▶ **Entries supplied**

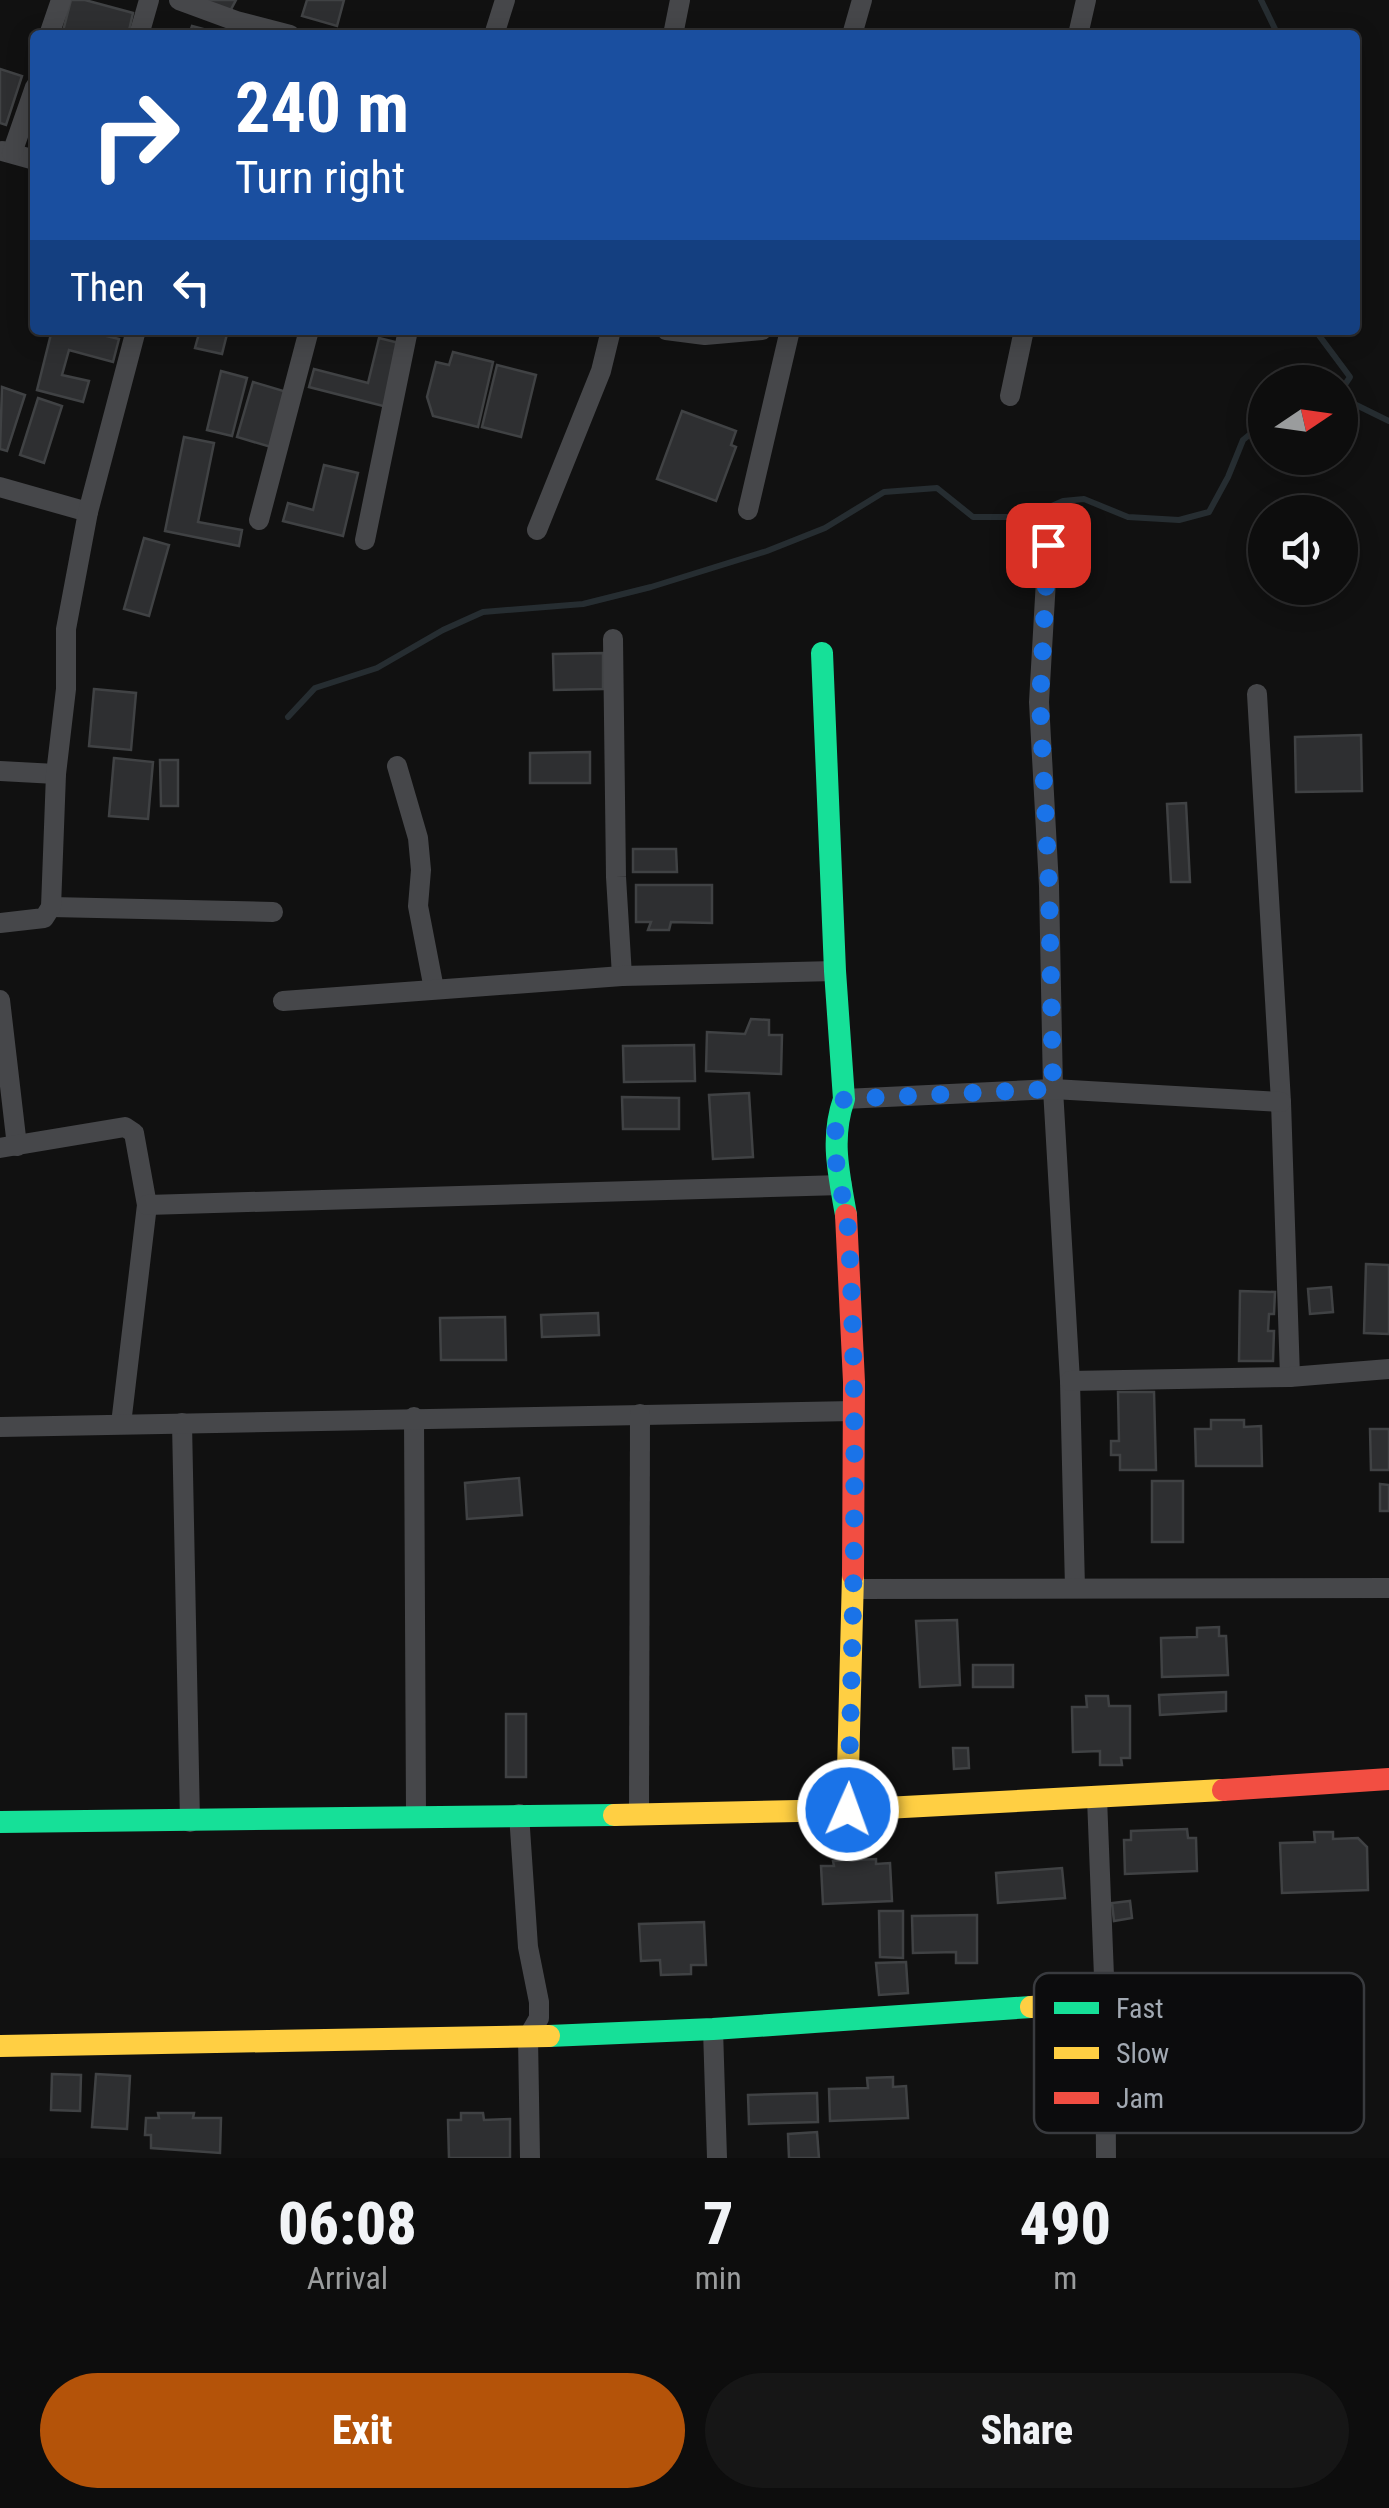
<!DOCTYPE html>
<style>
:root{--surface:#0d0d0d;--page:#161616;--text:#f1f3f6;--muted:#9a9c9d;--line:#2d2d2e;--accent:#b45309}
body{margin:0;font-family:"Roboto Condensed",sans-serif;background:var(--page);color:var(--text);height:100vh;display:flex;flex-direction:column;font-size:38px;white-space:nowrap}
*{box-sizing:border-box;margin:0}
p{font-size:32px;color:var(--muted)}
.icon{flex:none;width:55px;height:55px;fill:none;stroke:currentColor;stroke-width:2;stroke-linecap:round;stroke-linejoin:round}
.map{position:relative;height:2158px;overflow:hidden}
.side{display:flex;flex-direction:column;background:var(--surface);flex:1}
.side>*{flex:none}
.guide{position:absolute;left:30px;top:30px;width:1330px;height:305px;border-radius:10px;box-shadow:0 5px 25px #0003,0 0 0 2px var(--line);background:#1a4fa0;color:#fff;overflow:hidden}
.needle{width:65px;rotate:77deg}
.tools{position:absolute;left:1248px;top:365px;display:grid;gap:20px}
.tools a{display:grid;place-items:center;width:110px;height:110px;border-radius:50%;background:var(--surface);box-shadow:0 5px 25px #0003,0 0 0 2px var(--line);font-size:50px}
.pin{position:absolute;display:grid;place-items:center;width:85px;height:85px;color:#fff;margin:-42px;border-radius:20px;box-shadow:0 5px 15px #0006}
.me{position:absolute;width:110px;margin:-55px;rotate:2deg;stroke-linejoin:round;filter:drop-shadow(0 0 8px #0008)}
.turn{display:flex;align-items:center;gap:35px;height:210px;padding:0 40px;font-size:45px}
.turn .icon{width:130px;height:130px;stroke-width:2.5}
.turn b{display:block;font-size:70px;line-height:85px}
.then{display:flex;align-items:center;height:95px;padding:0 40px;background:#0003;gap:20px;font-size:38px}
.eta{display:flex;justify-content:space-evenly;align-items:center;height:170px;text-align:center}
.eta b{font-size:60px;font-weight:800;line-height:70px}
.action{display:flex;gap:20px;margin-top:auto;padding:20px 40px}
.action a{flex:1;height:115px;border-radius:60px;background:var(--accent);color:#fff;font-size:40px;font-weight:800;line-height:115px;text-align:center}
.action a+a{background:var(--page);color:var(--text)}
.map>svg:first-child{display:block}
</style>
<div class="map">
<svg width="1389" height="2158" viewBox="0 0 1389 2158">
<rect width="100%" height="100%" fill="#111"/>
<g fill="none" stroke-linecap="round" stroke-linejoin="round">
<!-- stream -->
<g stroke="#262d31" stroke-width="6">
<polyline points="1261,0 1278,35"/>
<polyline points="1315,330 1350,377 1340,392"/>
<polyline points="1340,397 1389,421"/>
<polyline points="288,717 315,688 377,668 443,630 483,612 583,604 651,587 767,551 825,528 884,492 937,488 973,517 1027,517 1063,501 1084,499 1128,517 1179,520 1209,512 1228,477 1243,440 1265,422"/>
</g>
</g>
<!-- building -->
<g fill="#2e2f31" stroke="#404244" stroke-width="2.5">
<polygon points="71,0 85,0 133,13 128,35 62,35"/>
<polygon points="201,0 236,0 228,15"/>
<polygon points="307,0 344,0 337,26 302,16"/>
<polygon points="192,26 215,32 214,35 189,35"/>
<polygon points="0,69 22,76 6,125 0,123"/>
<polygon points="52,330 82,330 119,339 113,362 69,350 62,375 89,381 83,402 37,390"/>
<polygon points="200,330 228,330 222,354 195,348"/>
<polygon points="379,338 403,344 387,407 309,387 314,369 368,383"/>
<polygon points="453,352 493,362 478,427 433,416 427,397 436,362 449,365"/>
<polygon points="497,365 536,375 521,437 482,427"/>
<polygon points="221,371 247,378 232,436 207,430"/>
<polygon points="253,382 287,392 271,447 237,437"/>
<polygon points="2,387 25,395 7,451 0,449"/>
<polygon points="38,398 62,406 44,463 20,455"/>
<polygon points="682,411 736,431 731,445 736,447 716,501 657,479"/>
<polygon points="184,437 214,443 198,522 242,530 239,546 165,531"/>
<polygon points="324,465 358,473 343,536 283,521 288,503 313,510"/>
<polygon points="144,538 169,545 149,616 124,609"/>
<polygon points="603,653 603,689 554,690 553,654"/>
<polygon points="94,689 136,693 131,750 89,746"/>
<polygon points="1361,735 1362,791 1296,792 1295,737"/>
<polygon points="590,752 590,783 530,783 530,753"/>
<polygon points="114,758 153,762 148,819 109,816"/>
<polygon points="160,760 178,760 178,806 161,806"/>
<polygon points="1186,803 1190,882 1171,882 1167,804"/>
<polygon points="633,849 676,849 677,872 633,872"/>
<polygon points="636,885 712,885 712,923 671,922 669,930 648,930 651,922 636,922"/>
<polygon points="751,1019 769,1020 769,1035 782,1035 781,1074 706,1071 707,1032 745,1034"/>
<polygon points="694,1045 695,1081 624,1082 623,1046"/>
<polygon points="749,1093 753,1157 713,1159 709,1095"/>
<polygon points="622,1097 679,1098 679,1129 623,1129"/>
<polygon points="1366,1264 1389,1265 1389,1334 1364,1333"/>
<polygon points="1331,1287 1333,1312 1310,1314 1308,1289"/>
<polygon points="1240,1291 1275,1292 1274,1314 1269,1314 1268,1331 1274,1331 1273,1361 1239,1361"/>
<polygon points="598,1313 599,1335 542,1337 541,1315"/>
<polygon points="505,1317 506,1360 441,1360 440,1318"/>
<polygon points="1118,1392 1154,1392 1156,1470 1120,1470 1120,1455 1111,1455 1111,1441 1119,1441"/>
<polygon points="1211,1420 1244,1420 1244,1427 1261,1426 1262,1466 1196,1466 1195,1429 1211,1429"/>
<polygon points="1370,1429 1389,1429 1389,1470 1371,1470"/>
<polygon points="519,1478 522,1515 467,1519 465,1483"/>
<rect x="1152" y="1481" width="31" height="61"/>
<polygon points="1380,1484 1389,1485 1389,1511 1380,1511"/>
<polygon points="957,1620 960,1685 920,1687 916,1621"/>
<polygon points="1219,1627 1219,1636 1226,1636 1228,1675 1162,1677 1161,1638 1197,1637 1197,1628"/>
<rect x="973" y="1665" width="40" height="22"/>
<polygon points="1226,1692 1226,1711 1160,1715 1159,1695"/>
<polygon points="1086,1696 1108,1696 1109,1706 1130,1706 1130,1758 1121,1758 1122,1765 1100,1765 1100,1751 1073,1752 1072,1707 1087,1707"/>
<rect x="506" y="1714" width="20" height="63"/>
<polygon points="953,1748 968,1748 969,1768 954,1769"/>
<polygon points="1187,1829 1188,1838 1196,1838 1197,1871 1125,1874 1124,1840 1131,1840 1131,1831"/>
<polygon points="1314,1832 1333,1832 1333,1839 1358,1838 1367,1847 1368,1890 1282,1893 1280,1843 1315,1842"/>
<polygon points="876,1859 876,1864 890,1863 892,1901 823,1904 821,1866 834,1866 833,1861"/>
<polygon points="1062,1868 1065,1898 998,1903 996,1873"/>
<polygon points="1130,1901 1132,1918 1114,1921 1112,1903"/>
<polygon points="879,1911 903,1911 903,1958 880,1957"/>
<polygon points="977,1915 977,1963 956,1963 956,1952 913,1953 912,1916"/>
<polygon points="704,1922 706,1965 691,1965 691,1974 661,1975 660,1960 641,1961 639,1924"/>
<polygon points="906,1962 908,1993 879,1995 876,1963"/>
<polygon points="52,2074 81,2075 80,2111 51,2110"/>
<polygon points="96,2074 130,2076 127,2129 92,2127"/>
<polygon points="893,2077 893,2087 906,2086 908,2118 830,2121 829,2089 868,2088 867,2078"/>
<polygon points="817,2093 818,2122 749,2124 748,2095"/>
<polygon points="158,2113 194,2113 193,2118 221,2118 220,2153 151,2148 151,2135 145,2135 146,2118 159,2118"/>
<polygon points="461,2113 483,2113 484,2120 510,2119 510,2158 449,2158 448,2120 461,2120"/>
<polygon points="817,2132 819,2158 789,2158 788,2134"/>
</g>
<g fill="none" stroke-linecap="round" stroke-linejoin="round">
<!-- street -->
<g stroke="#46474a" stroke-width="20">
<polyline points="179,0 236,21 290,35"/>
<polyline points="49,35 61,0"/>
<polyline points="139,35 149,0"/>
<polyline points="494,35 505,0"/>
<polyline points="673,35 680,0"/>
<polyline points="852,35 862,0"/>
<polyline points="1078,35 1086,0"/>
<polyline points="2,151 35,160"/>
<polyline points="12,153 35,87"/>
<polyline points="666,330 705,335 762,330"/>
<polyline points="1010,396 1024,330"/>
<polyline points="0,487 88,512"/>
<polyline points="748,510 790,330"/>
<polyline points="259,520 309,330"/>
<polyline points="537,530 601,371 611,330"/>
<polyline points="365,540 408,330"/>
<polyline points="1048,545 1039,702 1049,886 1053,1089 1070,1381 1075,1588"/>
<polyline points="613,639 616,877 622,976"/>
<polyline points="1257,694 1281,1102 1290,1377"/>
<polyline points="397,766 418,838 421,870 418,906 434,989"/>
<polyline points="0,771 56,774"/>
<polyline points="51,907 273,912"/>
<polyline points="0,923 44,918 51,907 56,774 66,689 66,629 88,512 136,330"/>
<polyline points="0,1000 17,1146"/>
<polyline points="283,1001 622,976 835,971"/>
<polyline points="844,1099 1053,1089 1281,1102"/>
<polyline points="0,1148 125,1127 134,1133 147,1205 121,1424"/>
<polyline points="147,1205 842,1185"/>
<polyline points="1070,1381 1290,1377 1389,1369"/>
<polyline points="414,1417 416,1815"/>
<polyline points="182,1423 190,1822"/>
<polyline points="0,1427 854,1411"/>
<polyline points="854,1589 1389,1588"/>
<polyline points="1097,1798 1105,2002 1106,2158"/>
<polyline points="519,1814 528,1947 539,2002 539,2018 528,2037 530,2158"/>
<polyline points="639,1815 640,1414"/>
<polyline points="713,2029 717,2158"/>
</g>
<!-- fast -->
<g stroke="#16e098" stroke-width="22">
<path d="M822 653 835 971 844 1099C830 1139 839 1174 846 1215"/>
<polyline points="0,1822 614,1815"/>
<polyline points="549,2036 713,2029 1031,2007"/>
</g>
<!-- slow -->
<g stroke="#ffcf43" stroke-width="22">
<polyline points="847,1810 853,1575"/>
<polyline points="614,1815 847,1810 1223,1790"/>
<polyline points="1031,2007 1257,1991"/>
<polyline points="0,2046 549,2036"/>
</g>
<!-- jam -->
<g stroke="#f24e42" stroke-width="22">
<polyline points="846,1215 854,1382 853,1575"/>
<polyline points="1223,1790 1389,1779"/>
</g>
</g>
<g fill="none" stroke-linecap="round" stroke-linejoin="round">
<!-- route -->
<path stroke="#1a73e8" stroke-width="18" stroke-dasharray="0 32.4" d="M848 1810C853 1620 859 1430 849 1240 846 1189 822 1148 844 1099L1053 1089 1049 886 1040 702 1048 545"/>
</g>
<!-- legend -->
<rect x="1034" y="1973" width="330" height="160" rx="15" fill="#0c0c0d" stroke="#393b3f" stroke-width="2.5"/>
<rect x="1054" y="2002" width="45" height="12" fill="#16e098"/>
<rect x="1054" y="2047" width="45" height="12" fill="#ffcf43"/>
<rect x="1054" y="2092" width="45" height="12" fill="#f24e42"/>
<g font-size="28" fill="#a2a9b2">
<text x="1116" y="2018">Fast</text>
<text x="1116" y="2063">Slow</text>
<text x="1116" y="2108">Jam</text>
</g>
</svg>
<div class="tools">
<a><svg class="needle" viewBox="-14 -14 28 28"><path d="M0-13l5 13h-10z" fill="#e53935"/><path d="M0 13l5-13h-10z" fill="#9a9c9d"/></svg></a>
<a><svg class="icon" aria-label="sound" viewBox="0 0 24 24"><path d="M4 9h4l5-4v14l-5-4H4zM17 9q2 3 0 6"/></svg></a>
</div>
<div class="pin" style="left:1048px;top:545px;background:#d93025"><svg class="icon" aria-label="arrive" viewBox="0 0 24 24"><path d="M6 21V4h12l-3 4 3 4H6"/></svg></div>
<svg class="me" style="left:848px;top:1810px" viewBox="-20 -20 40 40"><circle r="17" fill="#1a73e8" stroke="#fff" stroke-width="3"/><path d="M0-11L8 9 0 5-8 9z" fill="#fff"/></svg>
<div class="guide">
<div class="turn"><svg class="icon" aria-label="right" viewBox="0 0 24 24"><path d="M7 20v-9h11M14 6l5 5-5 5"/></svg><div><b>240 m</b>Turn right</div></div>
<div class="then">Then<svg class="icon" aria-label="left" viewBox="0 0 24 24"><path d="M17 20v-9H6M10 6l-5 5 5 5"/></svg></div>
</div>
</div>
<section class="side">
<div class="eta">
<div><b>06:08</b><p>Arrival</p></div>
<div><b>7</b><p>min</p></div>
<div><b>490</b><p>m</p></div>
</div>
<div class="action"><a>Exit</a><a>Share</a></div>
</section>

▶ **Description of the task**
The required output is the line containing "20v-9h11M14 6l5 5-5" through the last line of the records above, each copied exactly and nothing more.

▶ **Task response**
<div class="turn"><svg class="icon" aria-label="right" viewBox="0 0 24 24"><path d="M7 20v-9h11M14 6l5 5-5 5"/></svg><div><b>240 m</b>Turn right</div></div>
<div class="then">Then<svg class="icon" aria-label="left" viewBox="0 0 24 24"><path d="M17 20v-9H6M10 6l-5 5 5 5"/></svg></div>
</div>
</div>
<section class="side">
<div class="eta">
<div><b>06:08</b><p>Arrival</p></div>
<div><b>7</b><p>min</p></div>
<div><b>490</b><p>m</p></div>
</div>
<div class="action"><a>Exit</a><a>Share</a></div>
</section>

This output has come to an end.